## Exercise brief
Show every line of the records below that contains the word "tertiary".

══════════

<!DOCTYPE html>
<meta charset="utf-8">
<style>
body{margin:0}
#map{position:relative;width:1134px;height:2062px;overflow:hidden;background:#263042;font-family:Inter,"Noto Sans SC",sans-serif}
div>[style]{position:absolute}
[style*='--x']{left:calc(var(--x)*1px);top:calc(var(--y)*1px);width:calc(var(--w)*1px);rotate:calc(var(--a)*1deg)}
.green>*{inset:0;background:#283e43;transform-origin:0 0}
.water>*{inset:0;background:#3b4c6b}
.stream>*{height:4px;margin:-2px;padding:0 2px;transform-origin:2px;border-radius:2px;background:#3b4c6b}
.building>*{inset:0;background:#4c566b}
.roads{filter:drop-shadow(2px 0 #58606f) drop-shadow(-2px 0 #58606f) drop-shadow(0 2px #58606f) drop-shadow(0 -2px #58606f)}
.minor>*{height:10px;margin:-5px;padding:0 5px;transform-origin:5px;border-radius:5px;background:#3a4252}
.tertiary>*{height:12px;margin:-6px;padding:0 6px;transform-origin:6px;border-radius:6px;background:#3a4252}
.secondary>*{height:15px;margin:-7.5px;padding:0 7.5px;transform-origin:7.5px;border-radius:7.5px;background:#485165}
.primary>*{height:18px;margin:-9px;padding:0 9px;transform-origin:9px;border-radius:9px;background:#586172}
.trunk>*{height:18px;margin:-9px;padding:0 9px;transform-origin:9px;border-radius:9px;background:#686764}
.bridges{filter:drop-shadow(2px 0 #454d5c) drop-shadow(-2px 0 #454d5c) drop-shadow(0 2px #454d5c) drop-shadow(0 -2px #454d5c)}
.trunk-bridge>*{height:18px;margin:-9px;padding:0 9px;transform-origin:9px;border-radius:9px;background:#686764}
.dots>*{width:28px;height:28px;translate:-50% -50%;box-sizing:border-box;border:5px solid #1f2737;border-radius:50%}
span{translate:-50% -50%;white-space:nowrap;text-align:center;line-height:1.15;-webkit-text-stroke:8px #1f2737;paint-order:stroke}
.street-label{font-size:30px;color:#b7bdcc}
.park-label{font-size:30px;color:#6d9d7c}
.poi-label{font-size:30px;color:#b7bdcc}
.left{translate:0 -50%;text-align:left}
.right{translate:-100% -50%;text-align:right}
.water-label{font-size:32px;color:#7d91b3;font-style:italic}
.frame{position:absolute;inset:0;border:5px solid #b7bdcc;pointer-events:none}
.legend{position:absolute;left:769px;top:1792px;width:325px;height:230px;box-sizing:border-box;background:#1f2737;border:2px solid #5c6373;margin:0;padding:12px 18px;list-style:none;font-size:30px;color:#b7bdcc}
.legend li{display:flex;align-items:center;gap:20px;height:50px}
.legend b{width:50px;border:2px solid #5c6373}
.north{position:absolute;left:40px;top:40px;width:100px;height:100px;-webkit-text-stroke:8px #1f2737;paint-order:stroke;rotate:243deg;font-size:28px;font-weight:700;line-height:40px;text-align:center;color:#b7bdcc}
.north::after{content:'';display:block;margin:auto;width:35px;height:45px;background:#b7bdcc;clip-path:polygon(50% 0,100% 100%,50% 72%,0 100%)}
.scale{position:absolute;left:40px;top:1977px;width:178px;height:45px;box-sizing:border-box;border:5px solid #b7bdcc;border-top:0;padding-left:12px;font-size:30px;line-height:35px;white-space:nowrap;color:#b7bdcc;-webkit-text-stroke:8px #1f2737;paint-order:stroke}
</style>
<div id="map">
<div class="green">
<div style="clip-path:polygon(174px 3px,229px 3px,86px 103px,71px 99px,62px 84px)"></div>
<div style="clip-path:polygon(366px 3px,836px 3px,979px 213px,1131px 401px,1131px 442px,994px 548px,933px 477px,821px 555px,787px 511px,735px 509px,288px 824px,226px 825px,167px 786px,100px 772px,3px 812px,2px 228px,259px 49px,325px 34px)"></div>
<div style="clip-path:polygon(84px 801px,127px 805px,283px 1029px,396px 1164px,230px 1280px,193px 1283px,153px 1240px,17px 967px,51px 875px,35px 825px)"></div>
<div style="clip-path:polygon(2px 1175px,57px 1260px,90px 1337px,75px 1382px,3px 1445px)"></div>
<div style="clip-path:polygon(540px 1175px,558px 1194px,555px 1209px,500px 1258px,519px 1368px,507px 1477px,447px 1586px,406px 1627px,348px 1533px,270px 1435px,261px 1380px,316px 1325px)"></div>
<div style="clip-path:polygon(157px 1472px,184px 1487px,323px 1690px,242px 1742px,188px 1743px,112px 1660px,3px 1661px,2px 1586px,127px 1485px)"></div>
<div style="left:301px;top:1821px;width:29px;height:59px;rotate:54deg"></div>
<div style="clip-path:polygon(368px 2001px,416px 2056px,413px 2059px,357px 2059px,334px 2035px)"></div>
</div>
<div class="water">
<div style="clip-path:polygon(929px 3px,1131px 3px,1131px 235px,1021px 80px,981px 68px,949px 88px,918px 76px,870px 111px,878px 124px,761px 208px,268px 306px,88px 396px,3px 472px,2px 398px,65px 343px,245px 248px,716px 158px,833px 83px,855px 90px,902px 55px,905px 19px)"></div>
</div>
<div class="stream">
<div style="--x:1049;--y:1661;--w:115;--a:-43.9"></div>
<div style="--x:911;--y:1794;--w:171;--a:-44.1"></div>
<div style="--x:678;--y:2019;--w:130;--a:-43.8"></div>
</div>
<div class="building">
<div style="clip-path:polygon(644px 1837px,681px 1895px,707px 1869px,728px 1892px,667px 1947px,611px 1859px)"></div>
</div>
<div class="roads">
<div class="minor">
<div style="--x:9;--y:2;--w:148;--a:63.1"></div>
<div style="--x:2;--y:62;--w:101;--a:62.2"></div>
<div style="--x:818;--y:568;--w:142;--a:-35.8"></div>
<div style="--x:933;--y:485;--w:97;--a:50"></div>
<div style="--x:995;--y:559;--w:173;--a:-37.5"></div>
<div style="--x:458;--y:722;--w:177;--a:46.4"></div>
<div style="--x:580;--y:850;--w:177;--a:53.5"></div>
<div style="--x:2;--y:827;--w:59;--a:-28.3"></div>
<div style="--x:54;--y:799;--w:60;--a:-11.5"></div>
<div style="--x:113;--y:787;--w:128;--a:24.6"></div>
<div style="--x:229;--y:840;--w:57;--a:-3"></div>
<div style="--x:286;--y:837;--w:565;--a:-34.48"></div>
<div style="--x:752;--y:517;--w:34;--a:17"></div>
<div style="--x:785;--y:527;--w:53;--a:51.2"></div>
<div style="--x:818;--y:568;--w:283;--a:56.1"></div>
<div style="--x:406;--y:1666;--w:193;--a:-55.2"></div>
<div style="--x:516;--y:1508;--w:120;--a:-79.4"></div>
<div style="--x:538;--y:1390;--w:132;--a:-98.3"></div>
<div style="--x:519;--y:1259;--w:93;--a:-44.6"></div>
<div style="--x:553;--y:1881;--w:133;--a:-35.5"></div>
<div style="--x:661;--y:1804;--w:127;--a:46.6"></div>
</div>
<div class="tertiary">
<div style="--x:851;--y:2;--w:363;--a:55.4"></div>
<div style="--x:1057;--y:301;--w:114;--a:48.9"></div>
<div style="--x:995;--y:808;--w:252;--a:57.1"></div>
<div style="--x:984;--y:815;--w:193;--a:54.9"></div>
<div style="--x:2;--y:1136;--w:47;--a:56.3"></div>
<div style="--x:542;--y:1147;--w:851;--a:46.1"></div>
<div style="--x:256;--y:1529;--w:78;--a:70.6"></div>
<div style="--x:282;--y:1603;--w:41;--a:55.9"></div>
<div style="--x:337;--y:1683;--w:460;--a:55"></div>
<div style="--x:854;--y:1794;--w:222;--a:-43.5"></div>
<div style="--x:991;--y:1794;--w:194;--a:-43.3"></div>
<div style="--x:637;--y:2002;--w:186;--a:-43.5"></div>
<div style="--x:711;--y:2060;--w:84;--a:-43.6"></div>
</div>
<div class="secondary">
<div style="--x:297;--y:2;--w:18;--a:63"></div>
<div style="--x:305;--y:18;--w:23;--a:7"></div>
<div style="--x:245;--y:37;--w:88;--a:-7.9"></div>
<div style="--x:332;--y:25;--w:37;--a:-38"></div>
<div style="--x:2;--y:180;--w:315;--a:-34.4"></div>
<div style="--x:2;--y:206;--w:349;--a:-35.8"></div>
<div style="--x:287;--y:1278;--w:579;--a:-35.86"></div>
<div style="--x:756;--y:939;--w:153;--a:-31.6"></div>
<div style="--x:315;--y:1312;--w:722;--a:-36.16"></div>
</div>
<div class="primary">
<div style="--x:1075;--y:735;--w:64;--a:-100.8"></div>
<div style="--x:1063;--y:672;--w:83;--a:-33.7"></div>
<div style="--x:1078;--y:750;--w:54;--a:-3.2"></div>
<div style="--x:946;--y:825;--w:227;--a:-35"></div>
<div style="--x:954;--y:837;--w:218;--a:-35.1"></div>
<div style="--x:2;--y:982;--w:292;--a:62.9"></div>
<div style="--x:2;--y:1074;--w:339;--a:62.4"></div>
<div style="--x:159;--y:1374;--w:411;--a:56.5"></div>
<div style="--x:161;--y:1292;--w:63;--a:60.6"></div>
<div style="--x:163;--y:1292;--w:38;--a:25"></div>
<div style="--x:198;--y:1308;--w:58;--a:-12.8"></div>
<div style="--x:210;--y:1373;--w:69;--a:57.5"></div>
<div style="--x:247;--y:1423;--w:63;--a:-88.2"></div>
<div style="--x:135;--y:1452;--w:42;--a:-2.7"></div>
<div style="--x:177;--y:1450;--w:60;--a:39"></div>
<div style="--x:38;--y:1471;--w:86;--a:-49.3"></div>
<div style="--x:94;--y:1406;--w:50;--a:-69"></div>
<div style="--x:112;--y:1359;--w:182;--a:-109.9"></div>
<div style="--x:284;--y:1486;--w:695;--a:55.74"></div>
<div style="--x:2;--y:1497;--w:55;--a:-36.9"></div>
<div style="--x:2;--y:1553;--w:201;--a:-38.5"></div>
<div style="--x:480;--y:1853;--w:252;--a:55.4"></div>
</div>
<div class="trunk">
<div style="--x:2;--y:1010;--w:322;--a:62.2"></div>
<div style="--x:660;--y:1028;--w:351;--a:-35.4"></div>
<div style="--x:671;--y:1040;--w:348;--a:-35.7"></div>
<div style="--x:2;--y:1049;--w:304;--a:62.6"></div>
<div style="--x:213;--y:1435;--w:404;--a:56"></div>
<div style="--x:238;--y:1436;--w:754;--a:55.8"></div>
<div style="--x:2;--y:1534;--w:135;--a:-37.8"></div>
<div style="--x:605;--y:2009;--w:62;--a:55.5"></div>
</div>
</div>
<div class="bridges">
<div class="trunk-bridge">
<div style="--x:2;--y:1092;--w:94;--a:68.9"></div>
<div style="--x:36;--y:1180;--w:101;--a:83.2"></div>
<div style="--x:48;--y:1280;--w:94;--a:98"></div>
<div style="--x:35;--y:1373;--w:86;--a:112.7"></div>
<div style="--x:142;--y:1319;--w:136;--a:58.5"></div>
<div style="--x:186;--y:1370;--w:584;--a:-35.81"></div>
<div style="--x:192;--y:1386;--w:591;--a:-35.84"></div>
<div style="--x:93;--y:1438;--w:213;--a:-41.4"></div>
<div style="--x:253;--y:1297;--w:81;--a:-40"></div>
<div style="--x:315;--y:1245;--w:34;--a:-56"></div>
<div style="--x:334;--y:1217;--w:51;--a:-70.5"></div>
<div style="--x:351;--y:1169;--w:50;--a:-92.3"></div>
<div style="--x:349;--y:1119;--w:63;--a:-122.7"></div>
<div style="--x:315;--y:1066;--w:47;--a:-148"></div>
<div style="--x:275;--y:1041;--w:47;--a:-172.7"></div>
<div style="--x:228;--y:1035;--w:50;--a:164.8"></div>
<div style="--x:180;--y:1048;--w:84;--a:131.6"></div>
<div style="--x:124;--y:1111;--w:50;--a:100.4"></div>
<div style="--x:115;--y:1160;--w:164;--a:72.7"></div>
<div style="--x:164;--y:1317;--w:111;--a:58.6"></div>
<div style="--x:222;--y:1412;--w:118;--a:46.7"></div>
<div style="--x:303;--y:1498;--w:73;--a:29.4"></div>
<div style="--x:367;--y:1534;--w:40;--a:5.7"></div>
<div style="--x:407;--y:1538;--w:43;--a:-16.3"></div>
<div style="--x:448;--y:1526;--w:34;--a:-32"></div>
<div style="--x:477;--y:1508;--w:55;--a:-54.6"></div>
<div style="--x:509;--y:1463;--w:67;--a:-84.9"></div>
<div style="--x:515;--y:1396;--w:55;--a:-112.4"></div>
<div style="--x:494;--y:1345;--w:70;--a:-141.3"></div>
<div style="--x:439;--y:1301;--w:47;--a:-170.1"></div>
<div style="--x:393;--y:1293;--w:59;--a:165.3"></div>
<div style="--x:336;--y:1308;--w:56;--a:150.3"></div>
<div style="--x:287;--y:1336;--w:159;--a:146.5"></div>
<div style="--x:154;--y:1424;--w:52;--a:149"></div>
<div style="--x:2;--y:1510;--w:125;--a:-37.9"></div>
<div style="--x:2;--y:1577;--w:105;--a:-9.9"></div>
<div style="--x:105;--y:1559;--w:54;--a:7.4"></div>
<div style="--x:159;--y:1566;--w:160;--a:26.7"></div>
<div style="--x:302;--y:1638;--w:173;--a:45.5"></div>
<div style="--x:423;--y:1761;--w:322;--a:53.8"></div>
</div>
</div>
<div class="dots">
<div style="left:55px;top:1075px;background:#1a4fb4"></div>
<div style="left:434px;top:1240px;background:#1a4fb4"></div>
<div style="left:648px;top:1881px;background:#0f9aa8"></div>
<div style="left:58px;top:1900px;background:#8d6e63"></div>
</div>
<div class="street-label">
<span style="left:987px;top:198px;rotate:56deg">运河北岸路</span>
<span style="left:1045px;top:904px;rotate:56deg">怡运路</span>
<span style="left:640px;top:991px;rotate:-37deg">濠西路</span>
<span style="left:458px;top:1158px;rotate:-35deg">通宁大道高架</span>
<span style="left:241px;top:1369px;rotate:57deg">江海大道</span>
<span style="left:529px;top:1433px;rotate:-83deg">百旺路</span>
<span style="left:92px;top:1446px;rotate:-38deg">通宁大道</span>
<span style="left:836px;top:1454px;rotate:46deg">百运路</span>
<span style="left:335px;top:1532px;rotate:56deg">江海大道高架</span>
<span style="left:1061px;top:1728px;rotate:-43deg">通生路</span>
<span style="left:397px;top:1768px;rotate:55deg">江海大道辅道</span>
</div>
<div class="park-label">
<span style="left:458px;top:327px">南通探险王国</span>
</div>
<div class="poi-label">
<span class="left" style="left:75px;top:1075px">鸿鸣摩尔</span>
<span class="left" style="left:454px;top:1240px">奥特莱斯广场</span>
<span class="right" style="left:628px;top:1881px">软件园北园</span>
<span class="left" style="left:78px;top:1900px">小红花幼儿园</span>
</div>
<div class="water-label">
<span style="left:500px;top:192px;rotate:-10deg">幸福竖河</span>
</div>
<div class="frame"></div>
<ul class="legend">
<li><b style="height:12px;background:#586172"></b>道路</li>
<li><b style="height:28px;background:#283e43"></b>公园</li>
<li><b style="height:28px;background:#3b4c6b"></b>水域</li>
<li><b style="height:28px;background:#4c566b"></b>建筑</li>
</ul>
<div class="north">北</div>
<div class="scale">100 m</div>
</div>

══════════

## The completed task
.tertiary>*{height:12px;margin:-6px;padding:0 6px;transform-origin:6px;border-radius:6px;background:#3a4252}
<div class="tertiary">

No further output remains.